● Exercise objective
Please find every line below that includes "Phillip" and report how many there are. Nothing else is needed.

________________________

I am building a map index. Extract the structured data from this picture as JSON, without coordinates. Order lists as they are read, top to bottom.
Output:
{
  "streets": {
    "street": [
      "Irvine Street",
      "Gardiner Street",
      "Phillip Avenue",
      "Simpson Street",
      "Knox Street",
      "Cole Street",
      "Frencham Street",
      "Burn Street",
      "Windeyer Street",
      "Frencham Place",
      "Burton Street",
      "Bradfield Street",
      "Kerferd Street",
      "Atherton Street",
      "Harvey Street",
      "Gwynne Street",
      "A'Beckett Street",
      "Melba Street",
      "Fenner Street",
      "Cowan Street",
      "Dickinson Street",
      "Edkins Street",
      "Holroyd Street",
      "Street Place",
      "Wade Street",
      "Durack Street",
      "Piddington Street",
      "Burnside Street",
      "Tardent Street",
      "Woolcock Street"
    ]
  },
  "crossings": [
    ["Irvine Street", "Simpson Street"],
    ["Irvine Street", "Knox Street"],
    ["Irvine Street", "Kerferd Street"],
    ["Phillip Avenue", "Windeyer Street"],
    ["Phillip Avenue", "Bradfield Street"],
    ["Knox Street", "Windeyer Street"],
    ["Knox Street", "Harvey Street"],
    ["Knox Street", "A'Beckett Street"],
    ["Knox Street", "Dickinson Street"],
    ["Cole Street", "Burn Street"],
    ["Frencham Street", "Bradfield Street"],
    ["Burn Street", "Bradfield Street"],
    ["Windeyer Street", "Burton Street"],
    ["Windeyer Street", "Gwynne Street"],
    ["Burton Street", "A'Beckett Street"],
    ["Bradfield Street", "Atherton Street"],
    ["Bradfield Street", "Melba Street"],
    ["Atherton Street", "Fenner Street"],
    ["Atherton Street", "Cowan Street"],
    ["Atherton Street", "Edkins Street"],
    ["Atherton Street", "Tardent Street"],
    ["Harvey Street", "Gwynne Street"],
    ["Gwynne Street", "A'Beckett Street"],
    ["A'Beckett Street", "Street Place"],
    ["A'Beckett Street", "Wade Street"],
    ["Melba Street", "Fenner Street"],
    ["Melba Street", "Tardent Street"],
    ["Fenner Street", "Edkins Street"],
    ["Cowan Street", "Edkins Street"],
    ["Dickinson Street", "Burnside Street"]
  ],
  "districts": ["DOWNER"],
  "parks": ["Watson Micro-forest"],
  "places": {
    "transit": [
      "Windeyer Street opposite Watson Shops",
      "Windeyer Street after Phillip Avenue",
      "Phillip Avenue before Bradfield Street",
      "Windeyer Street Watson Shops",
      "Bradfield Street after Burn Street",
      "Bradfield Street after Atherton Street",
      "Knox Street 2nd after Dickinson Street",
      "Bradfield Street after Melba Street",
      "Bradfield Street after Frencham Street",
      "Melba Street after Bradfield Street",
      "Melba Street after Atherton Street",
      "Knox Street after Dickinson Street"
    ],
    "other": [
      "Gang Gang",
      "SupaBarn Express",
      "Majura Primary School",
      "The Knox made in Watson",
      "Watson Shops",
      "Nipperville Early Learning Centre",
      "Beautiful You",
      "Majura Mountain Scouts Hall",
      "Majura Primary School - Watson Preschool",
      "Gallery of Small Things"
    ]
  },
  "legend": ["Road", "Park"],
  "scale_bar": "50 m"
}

________________________

● Exercise solution
5